There’s the cost of supplies used during transport. Also the cost of maintaining potential supplies like blood even if they go unused. EMTs may make $23 but they are also getting benefits and have other overhead, making their real hourly cost probably closer to $50/hr minimum. There’s insurance, which I bet is out the wazoo expensive for ambulance. Ambulances have to be maintained and I would guess have much more regular service than your car at home. Ambulances have to be stored somewhere and secured-access parking isn’t cheap. Many ambulance rounds-trips can be well over an hour considering so many of us live far away from urban centers.
Is it $2600? Probably not. But I think you are low-balling pretty significantly.
Put another way, just getting a plumber to vibe to your house is gonna cost you $200 easy. It’s within reason that an ambulance ride might cost much more than that.
EMTs are like veterinarians. Lovely people who get ruthlessly exploited. Benefits are garbage unless you’re a unionized public employee.
Medical supply costs for transport are very small. The labor overhead costs are overhead. Insurance is included in the estimate.
A plumber charges you $200 to come to your house, it costs the plumber $20 to come to your house. The latter value is what we're discussing here.
TIL getting an elevator tech to just come out to look at your building's elevator is about $1600. If it's an easy fix, that's all you need to pay. If it's not, it goes up significantly....
Most people live in urban environments. Approaching zero are over an hour. As with most people being in urban environments most ambulance rides are in urban environments and go to the nearest hospital meaning that most rides should be under 10 minutes.
There is zero reason to compare cost of ambulance rides to a plumber and "vibe" on how much more expensive an ambulance ride instead of actually looking at the component costs. They aren't remotely related and one tells you nothing about the other.
Both the actual analysis you responded to and this one are also missing the fact that the ambulance is already subsidized and that usage fees aren't actually paying for the ambulance which makes the fees charged more onerous yet.

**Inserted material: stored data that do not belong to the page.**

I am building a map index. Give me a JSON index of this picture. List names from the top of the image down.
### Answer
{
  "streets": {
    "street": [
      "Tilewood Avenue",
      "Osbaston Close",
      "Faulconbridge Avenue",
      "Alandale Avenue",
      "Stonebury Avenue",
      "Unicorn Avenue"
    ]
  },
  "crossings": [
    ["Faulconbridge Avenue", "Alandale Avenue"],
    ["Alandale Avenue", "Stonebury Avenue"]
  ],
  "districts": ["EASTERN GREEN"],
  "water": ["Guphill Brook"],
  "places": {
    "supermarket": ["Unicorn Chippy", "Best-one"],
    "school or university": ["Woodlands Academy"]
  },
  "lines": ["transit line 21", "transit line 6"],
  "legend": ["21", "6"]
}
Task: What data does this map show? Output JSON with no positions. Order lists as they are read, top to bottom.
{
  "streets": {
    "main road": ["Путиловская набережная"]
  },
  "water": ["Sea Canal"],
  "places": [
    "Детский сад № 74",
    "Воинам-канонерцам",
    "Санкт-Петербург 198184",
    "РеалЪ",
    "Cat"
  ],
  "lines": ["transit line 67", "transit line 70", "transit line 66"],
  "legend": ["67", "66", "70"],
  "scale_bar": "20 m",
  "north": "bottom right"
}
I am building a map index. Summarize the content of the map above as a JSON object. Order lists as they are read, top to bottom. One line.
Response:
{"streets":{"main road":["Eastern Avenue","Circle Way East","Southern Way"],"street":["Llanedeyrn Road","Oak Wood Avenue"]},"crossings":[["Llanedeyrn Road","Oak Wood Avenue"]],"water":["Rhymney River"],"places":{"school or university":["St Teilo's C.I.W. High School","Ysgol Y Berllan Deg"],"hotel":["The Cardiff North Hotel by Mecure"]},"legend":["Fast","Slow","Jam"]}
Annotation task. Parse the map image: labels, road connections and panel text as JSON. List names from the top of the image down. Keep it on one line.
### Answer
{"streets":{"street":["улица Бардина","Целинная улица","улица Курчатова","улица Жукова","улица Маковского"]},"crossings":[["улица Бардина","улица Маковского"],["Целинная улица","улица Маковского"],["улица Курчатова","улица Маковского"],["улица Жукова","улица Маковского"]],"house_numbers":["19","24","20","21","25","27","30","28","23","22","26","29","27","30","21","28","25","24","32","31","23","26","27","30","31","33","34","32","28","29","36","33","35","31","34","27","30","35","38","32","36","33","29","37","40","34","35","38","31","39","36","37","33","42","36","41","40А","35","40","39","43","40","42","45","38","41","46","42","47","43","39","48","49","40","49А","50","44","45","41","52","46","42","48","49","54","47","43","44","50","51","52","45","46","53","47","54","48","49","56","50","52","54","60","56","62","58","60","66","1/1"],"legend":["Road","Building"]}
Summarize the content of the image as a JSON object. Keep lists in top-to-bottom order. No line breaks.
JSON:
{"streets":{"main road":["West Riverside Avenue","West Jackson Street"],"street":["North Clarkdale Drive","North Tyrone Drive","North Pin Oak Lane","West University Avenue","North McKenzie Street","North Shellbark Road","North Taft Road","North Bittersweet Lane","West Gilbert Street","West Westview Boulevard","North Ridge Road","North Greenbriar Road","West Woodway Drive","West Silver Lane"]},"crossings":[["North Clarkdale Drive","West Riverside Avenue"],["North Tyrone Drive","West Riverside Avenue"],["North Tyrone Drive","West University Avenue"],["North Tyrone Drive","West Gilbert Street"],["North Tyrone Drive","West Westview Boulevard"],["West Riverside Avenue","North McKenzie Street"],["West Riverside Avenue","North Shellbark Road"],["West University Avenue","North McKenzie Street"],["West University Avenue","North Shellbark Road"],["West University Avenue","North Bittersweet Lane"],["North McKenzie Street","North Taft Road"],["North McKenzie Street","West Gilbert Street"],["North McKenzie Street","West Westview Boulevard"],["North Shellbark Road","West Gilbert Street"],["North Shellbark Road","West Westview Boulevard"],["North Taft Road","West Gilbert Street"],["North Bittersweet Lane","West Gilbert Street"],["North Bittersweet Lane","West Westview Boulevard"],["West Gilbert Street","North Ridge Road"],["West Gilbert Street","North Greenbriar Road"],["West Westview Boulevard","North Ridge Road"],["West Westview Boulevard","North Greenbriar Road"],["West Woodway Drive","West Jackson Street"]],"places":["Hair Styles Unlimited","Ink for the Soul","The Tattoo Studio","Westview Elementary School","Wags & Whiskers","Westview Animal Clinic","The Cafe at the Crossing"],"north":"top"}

It might be instructive to look at what Canada charges non-residence as non-residents pay the unsubsidized rate of about $400-$600 Canadian.
https://www.cma.ca/resources/healthcare-real/answers/healthc...
"We mark it down based on [income]".. Obviously it's profit first (I don't mind if you don't pretend that profit is a cost). It unfortunately seems cheaper to be uninsured for many cases if you're willing to pick up a phone and discuss prices and take the risk that it may not always work out (but then again dealing with insurances has its own set of annoyances and steadily rising costs).. Not a recommendation but clearly my observation.
I don't disagree with what you're saying but I want to point out that it's rather unusual for (American) ambulances to carry blood, and probably more of them should.